Collected data
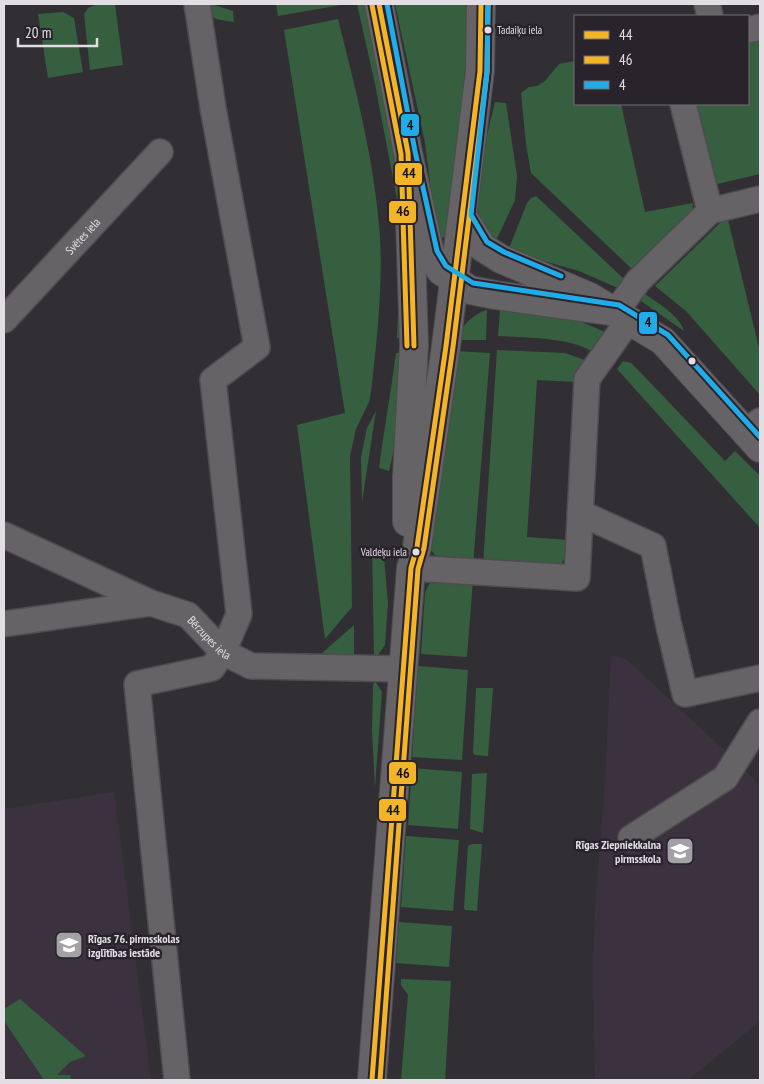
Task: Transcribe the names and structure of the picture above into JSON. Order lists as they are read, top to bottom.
{
  "streets": {
    "street": ["Svētes iela", "Bērzupes iela"]
  },
  "places": {
    "other": ["Tadaiķu iela", "Valdeķu iela"],
    "school or university": ["Rīgas Ziepniekkalna pirmsskola", "Rīgas 76. pirmsskolas izglītības iestāde"]
  },
  "lines": ["transit line 44", "transit line 46", "transit line 4"],
  "legend": ["44", "46", "4"],
  "scale_bar": "20 m"
}
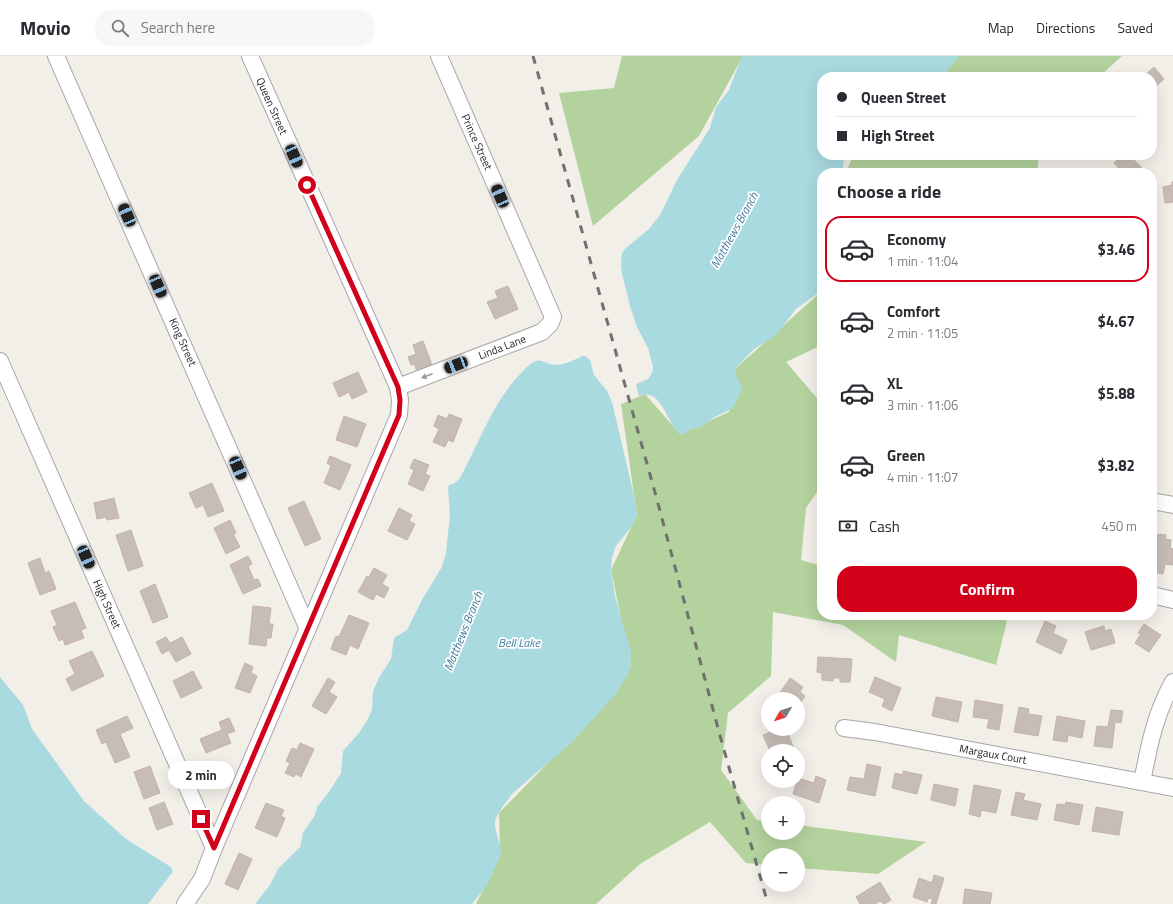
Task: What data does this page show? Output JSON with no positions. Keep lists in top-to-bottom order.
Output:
{
  "streets": {
    "street": [
      "Queen Street",
      "Prince Street",
      "King Street",
      "Linda Lane",
      "High Street",
      "Margaux Court"
    ]
  },
  "crossings": [
    ["Queen Street", "King Street"],
    ["Queen Street", "Linda Lane"],
    ["Queen Street", "High Street"],
    ["Prince Street", "Linda Lane"]
  ],
  "one_way": ["Linda Lane"],
  "water": ["Matthews Branch", "Bell Lake"],
  "north": "bottom left",
  "page": {
    "header": "Movio",
    "search": "Search here",
    "nav": ["Map", "Directions", "Saved"],
    "banner": ["Queen Street", "High Street"],
    "heading": "Choose a ride",
    "list": [
      {
        "name": "Economy",
        "note": "1 min · 11:04",
        "value": "$3.46"
      },
      {
        "name": "Comfort",
        "note": "2 min · 11:05",
        "value": "$4.67"
      },
      {
        "name": "XL",
        "note": "3 min · 11:06",
        "value": "$5.88"
      },
      {
        "name": "Green",
        "note": "4 min · 11:07",
        "value": "$3.82"
      }
    ],
    "pay": ["Cash", "450 m"],
    "buttons": "Confirm",
    "map_buttons": ["+", "−"],
    "bubble": "2 min"
  }
}
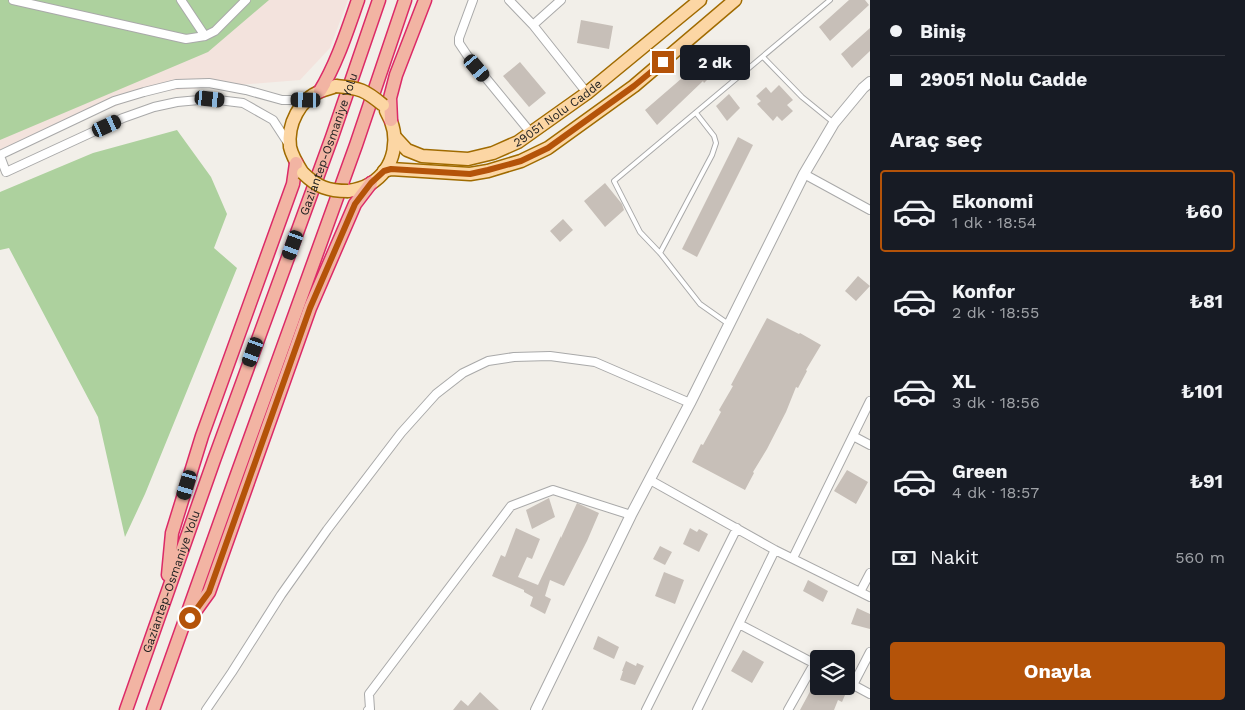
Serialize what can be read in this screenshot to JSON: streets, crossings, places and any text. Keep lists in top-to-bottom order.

**Exercise**. Make an exact copy of the records from their first line through the line containing "Task: What data", both ends included, with the pictures omitted.

**Your solution**.
Task: Transcribe the names and structure of the picture above into JSON. Order lists as they are read, top to bottom.
{
  "streets": {
    "street": ["Svētes iela", "Bērzupes iela"]
  },
  "places": {
    "other": ["Tadaiķu iela", "Valdeķu iela"],
    "school or university": ["Rīgas Ziepniekkalna pirmsskola", "Rīgas 76. pirmsskolas izglītības iestāde"]
  },
  "lines": ["transit line 44", "transit line 46", "transit line 4"],
  "legend": ["44", "46", "4"],
  "scale_bar": "20 m"
}
Task: What data does this page show? Output JSON with no positions. Keep lists in top-to-bottom order.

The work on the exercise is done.